-- What you are asked to do --
Comb the records below for the string "canvas" and copy each line where it turns up.

[Dataset entries]

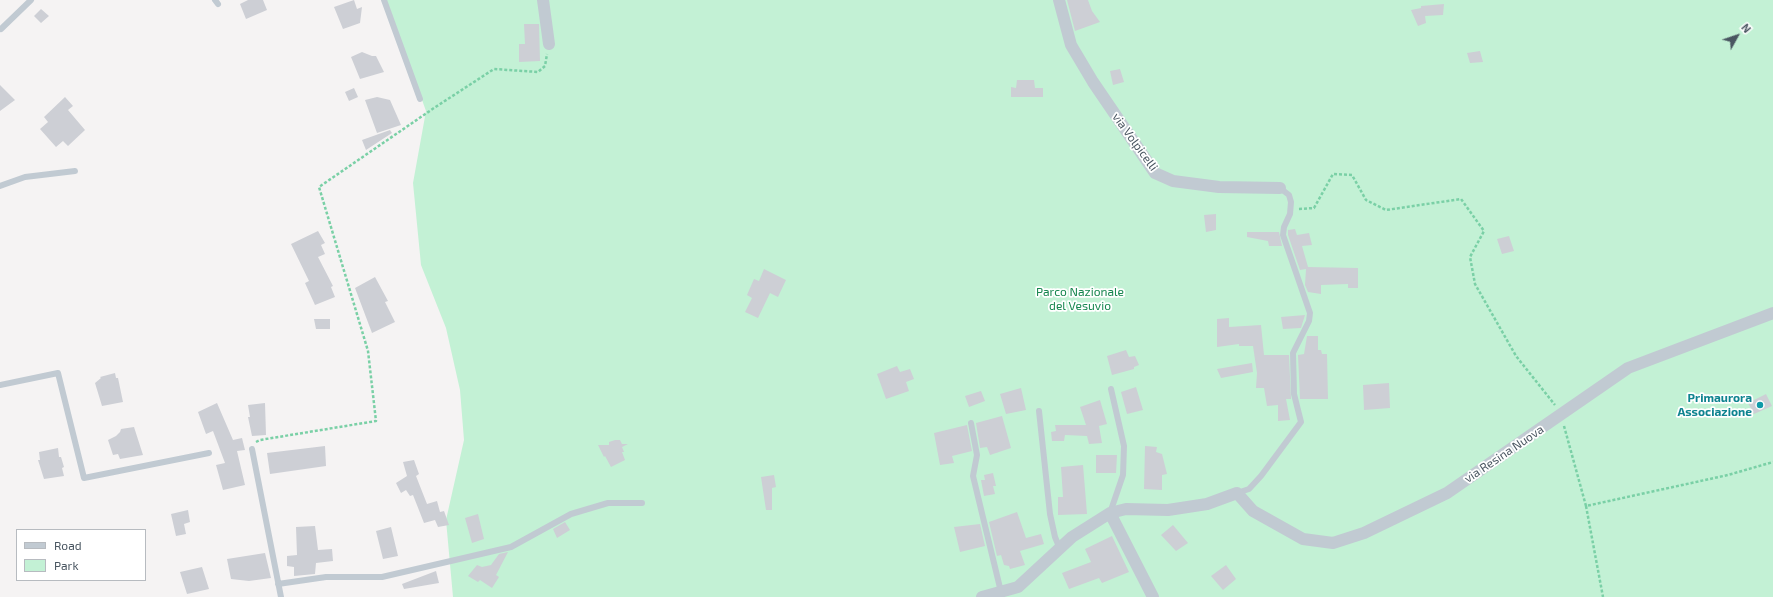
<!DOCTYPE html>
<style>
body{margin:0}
#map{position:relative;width:1773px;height:597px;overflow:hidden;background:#f5f3f3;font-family:"Exo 2",sans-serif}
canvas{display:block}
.legend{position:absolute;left:16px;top:529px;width:130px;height:52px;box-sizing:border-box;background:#fff;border:1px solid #b7bbc0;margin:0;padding:5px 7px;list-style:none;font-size:12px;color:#4a5661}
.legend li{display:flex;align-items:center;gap:8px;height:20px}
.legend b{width:20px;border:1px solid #b7bbc0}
.north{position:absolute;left:1717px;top:16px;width:40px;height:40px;-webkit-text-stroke:3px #fff;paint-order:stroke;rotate:50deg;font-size:11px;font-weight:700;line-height:16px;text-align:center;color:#4a5661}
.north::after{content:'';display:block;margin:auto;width:14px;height:18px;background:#4a5661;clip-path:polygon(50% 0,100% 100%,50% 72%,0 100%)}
</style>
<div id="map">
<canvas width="1773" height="597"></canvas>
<ul class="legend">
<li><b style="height:5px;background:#c1cad2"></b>Road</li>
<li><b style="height:11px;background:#c3f1d5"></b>Park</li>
</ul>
<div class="north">N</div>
</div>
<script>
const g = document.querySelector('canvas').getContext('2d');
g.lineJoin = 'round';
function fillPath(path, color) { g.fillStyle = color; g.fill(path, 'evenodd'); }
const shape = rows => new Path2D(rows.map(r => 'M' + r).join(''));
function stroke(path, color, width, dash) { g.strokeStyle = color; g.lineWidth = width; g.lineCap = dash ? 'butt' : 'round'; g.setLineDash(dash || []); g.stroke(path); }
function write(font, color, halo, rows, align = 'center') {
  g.font = font + ' "Exo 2",sans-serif'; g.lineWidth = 3.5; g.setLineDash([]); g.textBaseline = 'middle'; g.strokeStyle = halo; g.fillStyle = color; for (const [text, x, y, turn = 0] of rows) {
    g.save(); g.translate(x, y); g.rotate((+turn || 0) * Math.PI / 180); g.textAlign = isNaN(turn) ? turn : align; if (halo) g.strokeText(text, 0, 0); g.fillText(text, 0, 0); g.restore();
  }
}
const green = shape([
 [386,0,1773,0,1773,597,453,597,446,520,464,440,460,390,446,328,421,265,413,183,426,111]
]);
const building = shape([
 [248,0,263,0,267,10,246,19,240,4],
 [354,0,357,9,362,7,360,23,343,29,334,7],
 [1067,0,1088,0,1092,11,1100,22,1075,31],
 [1444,4,1443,15,1425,16,1426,23,1418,26,1411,10,1421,8,1421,6],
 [41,9,49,16,41,23,34,16],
 [524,24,539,24,540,61,519,62,519,44,525,44],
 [1480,51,1483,62,1470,63,1467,53],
 [362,52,372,56,376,56,384,72,360,79,351,57],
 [1120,69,1124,82,1113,85,1110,71],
 [1017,80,1034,80,1035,88,1043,88,1043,97,1011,97,1011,87,1016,88],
 [0,85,15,100,0,111],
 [354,88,358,97,349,101,345,92],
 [65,97,73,106,68,110,85,130,68,146,63,141,56,147,40,129,48,122,44,117],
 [377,97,390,100,401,125,377,133,365,100],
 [390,130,392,133,366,150,362,140],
 [1216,214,1216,230,1206,232,1204,215],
 [1295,229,1297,235,1309,233,1312,245,1302,246,1308,267,1358,268,1358,288,1348,288,1348,284,1321,285,1321,294,1308,292,1305,285,1306,269,1300,270,1288,235,1288,230],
 [318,231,325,243,321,245,325,254,318,257,333,286,331,287,335,297,315,305,305,283,309,281,291,244],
 [1247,232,1279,232,1282,246,1269,246,1268,241,1247,237],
 [1509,236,1514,251,1502,254,1497,239],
 [764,269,786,280,778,297,770,293,758,318,745,312,752,298,747,295,754,279,759,281],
 [375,277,388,301,385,302,395,322,372,333,355,288],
 [1305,315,1301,328,1283,329,1281,317],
 [1229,318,1229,327,1261,325,1264,355,1289,355,1291,399,1286,399,1290,420,1278,421,1278,405,1267,406,1264,388,1256,388,1257,373,1253,346,1239,346,1239,344,1217,347,1217,319],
 [314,319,330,319,330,329,316,329],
 [1307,336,1318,336,1318,350,1321,350,1322,354,1327,354,1328,399,1300,399,1298,355,1304,354],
 [1126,350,1129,357,1135,356,1139,365,1134,367,1134,369,1112,375,1107,356],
 [1252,363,1253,372,1221,378,1217,369],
 [897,366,900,372,910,369,914,379,906,382,909,391,886,399,877,374],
 [115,373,116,378,118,378,123,402,102,406,95,383,101,378,100,377],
 [1389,383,1390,408,1364,410,1363,385],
 [1136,387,1143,410,1127,414,1121,392],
 [1021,388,1026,410,1006,414,1000,394],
 [981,391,985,401,969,407,965,396],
 [1766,394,1772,406,1754,414,1748,403],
 [1100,400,1107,424,1099,426,1102,443,1089,444,1087,436,1065,435,1064,441,1052,441,1051,432,1056,431,1055,425,1086,425,1080,407],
 [217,403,233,440,242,438,245,450,237,451,245,485,223,490,216,465,225,463,213,431,206,434,198,412],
 [265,403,266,435,252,436,248,417,250,417,248,405],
 [1002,416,1011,448,990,455,987,447,980,448,976,423],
 [967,425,972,451,952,456,954,463,940,465,934,433],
 [134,427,143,455,120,459,118,454,113,455,108,440,116,436,120,432,121,429],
 [615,440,620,440,622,444,628,444,622,447,624,452,622,452,625,460,611,467,605,456,604,457,598,445,609,445,609,442],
 [325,446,326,466,270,474,267,453],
 [1145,446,1157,447,1156,452,1162,454,1167,474,1162,475,1162,490,1144,489],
 [58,448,59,457,61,457,64,467,62,468,64,476,44,479,38,460,40,460,39,452],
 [1096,455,1117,455,1116,473,1096,473],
 [414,460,419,474,416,476,427,504,437,501,440,512,444,511,449,525,438,527,435,520,424,523,413,495,410,496,406,490,401,493,396,483,407,476,403,462],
 [1083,465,1087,514,1058,515,1058,497,1063,497,1061,467],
 [993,473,996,486,993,486,995,494,984,496,981,480,985,480,984,475],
 [774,475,776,487,772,488,772,510,766,510,761,477],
 [188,510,190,522,184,524,186,534,176,536,171,514],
 [1017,512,1026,538,1041,534,1044,544,1020,551,1025,565,1010,569,1009,566,1004,565,1001,555,997,556,989,522],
 [478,514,484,539,472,543,465,518],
 [565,522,570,530,557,538,553,529],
 [980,524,985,546,960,552,954,527],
 [1173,525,1188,543,1176,551,1161,535],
 [315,526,318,550,332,549,333,561,316,563,315,574,294,576,294,567,287,566,287,556,297,555,296,527],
 [391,527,398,556,383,559,376,531],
 [1112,536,1129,572,1102,583,1099,578,1069,589,1062,573,1091,562,1085,549],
 [508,552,496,575,499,577,492,588,480,580,478,582,468,576,477,565,482,567,491,565,499,554],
 [265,553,271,578,249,581,231,579,227,559],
 [1226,565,1236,579,1223,590,1211,576],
 [202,567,209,589,187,594,180,572],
 [436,571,439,583,404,589,402,584]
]);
const path = shape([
 [1299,209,1314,208,1333,174,1352,175,1366,200,1386,210,1461,199,1484,231,1470,257,1475,284,1516,356,1555,405],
 [1564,426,1586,506,1728,475,1773,462],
 [256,442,260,440,376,421,368,351,319,187,434,108,494,69,538,72,545,66,547,54],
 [1586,506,1603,597]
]);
const lane = shape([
 [215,0,218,4],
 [384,0,420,99],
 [1,29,31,0],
 [0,186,25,177,75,171],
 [0,385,58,373,84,478,209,453],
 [1039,411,1050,514,1055,537,1060,549],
 [971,423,977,455,973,476,1001,592],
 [252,449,281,597],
 [1237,493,1249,489,1261,476,1301,422,1294,394,1293,353,1309,321,1310,313,1283,235,1284,227,1290,214,1291,202,1289,195,1280,188],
 [1110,513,1123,475,1124,446,1111,389],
 [278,584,326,577,382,577,511,547,571,514,608,503,642,503]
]);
const street = shape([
 [543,0,549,44],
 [1059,0,1071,45,1093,82,1155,173,1173,181,1219,187,1280,188],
 [1110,513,1153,597],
 [982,597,1018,587,1072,537,1110,513,1126,509,1168,510,1207,504,1237,493,1253,511,1303,539,1333,543,1364,533,1447,493,1628,368,1773,313]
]);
const markers = [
 [1760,405,4,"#0f9aa8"]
];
const streetNames = [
 ["via Volpicelli",1135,142,54],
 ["via Resina Nuova",1504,454,-34]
];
const parkNames = [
 ["Parco Nazionale",1080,292],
 ["del Vesuvio",1080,306]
];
const cultureNames = [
 ["Primaurora",1752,398],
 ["Associazione",1752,412]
];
fillPath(green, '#c3f1d5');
fillPath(building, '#cdcfd5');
stroke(path, '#7ad0a6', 2.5, [3, 2]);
stroke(lane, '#c1cad2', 6);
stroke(street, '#c1cad2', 12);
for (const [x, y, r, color] of markers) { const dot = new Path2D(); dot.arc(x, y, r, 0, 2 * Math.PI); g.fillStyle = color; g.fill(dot); stroke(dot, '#fff', 1.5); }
write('12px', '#4a5661', '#fff', streetNames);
write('12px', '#17864f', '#fff', parkNames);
write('bold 12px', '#0d838f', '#fff', cultureNames, 'right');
</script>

-- Task response --
canvas{display:block}
<canvas width="1773" height="597"></canvas>
const g = document.querySelector('canvas').getContext('2d');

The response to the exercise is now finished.